Sure, here are the steps to graph the equation y = -x^2 + 12x - 32:

Step 1: Find the roots of the equation The roots of the equation are the x-values where y = 0. To find the roots, set the equation to 0 and solve for x:

0 = -x^2 + 12x - 32

This is a quadratic equation, and you can solve it using the quadratic formula x = [-b ± sqrt(b^2 - 4ac)] / 2a. In this case, a = -1, b = 12, and c = -32.

Step 2: Find the vertex of the parabola The vertex of a parabola y = ax^2 + bx + c is given by the point (h, k), where h = -b/2a and k = f(h). In this case, h = -12/2*(-1) = 6. To find k, substitute h = 6 into the equation to get k = -(6)^2 + 12*6 - 32 = -4.

Step 3: Choose two more points to plot Now that you have the roots and the vertex, choose two more points to plot. You can choose any x-values you like. For example, you might choose x = 0 and x = 10. Substitute these values into the equation to find the corresponding y-values.

Step 4: Plot the points on the graph Now that you have five points (the roots, the vertex, and the two points you chose), plot these points on the graph.

Step 5: Draw the parabola Finally, draw the parabola that passes through the five points. The parabola should be a downward-opening curve because the coefficient of x^2 is negative.

Remember, the exact values of the roots and the vertex will depend on the solutions to the equations in steps 1 and 2.

Sure, let's graph the equation y = -x^2 + 12x - 32 step by step.

Step 1: Identify the roots of the equation The roots of the equation are the x-values where y = 0. We can find these by setting the equation equal to zero and solving for x:

0 = -x^2 + 12x - 32

This is a quadratic equation in the form ax^2 + bx + c = 0. We can solve it using the quadratic formula x = [-b ± sqrt(b^2 - 4ac)] / (2a):

x = [-12 ± sqrt((12)^2 - 4*(-1)(-32))] / (2(-1)) x = [-12 ± sqrt(144 - 128)] / -2 x = [-12 ± sqrt(16)] / -2 x = [-12 ± 4] / -2

So the roots of the equation are x = 8 and x = 4. These are two points we can plot on the graph.

Step 2: Identify the vertex of the equation The vertex of a parabola y = ax^2 + bx + c is given by the point (h, k), where h = -b/(2a) and k = f(h).

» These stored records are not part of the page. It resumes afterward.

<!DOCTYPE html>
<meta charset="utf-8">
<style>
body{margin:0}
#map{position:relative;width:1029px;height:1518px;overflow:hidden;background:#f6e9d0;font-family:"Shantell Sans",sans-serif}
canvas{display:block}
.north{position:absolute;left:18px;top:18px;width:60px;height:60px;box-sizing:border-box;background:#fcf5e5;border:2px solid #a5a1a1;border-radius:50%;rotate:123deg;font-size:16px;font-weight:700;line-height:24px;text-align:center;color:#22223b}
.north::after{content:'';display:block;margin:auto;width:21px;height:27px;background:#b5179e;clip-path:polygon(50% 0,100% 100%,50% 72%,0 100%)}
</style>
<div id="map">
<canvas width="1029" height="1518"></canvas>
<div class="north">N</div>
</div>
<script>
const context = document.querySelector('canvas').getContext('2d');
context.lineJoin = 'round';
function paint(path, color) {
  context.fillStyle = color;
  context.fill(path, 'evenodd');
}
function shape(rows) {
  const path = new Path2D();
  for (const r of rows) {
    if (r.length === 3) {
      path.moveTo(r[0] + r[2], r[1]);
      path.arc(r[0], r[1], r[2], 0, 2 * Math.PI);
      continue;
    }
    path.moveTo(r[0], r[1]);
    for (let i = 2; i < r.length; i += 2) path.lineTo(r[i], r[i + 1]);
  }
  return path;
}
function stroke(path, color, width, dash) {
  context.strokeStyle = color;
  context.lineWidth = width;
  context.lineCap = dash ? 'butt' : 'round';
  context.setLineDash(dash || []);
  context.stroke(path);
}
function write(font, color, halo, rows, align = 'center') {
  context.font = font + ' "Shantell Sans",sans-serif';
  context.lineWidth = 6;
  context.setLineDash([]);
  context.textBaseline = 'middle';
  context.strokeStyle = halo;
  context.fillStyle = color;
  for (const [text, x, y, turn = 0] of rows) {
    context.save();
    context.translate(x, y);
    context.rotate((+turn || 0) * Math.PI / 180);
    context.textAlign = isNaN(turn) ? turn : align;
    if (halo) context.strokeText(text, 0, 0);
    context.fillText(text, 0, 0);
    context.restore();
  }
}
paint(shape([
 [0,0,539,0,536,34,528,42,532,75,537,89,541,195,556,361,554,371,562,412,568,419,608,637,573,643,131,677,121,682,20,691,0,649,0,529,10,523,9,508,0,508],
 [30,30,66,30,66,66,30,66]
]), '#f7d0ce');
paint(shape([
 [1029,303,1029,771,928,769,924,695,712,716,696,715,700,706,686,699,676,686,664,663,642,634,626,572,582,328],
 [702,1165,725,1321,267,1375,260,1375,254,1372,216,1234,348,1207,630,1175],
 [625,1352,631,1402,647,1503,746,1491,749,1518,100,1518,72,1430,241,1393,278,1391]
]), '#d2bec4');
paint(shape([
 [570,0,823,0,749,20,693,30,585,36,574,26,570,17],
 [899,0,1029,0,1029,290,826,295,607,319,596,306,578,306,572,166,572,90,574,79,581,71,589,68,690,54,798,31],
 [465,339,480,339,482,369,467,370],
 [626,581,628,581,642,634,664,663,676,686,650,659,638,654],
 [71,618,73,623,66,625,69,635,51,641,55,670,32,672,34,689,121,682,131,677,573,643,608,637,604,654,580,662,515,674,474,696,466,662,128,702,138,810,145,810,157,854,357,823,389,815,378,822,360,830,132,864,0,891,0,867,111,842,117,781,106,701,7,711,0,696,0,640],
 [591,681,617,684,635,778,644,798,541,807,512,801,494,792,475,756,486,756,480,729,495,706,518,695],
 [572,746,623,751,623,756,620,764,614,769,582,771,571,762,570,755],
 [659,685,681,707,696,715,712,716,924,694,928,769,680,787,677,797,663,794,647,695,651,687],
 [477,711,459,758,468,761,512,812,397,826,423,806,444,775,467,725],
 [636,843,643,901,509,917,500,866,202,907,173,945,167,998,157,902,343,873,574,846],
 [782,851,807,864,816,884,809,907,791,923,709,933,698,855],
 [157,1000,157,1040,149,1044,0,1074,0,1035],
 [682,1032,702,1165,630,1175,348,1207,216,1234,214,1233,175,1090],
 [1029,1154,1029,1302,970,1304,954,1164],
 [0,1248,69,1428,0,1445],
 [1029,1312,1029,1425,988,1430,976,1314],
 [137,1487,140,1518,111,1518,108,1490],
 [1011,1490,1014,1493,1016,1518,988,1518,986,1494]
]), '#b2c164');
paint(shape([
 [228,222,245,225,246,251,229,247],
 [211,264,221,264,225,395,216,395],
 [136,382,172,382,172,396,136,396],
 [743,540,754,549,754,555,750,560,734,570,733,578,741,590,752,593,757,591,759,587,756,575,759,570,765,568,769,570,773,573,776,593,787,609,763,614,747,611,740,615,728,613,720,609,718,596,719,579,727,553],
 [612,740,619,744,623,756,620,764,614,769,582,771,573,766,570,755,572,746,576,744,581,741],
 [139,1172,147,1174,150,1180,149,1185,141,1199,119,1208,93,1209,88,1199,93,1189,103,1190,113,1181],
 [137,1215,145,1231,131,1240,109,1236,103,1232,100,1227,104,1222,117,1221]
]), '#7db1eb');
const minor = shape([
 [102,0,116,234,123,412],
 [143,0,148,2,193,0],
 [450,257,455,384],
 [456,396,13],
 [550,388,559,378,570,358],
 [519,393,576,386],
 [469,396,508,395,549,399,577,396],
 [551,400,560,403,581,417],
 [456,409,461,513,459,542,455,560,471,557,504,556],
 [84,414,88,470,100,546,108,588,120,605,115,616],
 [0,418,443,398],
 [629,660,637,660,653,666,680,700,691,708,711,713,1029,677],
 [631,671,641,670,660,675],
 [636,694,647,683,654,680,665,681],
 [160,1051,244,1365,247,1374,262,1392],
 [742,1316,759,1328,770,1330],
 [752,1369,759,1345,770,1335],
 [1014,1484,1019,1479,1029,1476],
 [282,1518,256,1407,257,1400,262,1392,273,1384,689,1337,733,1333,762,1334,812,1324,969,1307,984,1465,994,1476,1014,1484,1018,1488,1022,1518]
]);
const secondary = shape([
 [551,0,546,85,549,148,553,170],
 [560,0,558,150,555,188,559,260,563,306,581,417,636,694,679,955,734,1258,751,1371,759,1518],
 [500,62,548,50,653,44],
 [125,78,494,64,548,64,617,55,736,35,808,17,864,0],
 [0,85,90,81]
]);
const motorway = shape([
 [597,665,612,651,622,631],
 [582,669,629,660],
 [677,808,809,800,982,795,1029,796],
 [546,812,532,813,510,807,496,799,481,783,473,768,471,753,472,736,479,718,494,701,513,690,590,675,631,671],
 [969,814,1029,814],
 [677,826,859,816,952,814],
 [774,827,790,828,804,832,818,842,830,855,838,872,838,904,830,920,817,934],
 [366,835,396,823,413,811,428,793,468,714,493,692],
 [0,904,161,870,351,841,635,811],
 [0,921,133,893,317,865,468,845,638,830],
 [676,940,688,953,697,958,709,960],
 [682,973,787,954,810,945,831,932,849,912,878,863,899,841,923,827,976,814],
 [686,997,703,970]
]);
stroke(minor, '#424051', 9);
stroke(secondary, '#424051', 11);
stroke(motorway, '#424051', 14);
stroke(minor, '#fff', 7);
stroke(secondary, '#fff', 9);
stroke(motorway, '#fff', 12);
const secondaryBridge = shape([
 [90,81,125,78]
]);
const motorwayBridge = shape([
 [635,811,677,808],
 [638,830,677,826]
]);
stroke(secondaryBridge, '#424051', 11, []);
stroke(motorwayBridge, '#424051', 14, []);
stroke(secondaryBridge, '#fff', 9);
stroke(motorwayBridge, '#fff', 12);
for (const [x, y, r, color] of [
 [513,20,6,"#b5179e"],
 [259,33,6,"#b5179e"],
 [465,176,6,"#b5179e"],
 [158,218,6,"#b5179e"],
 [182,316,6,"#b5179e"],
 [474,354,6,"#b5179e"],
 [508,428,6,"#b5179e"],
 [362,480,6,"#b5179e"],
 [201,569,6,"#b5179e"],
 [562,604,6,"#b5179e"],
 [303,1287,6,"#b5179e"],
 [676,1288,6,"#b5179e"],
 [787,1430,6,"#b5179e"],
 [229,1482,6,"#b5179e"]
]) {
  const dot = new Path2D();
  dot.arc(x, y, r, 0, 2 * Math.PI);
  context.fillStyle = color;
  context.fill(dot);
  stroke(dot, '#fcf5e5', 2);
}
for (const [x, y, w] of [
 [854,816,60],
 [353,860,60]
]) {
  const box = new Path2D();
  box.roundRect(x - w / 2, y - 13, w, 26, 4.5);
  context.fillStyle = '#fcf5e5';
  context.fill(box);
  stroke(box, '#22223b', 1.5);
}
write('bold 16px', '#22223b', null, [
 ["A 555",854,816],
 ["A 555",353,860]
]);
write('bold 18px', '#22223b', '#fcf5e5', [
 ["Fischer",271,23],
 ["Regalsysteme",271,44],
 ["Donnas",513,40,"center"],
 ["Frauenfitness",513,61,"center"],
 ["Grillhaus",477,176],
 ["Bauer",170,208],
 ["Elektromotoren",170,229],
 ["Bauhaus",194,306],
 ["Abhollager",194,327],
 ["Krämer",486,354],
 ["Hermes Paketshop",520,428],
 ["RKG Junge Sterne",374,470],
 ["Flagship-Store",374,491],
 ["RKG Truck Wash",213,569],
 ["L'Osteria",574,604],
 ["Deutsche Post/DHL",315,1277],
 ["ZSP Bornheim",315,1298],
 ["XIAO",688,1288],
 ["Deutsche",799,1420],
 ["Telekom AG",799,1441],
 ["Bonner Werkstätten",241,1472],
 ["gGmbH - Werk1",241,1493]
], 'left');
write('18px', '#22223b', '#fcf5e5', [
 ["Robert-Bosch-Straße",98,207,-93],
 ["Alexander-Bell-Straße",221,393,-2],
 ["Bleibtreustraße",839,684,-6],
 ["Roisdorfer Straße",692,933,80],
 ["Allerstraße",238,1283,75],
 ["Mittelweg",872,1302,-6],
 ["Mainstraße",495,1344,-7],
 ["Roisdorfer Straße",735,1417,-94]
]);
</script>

h = -b/(2a) = -12/(2*-1) = 6 k = f(h) = -6^2 + 12*6 - 32 = -36 + 72 - 32 = 4

So the vertex of the equation is (6, 4). This is another point we can plot on the graph.

Step 3: Choose two more points to plot We have already plotted the roots and the vertex, so we just need to choose two more points. It's usually easiest to choose points close to the vertex. Let's choose x = 5 and x = 7.

When x = 5, y = -5^2 + 125 - 32 = -25 + 60 - 32 = 3 When x = 7, y = -7^2 + 127 - 32 = -49 + 84 - 32 = 3

So the points (5, 3) and (7, 3) are also on the graph.

Step 4: Plot the points and draw the graph Now we can plot the points (4, 0), (8, 0), (6, 4), (5, 3), and (7, 3) on the graph. Since we know the graph is a parabola that opens downwards (because the coefficient of x^2 is negative), we can draw a smooth curve through the points to complete the graph.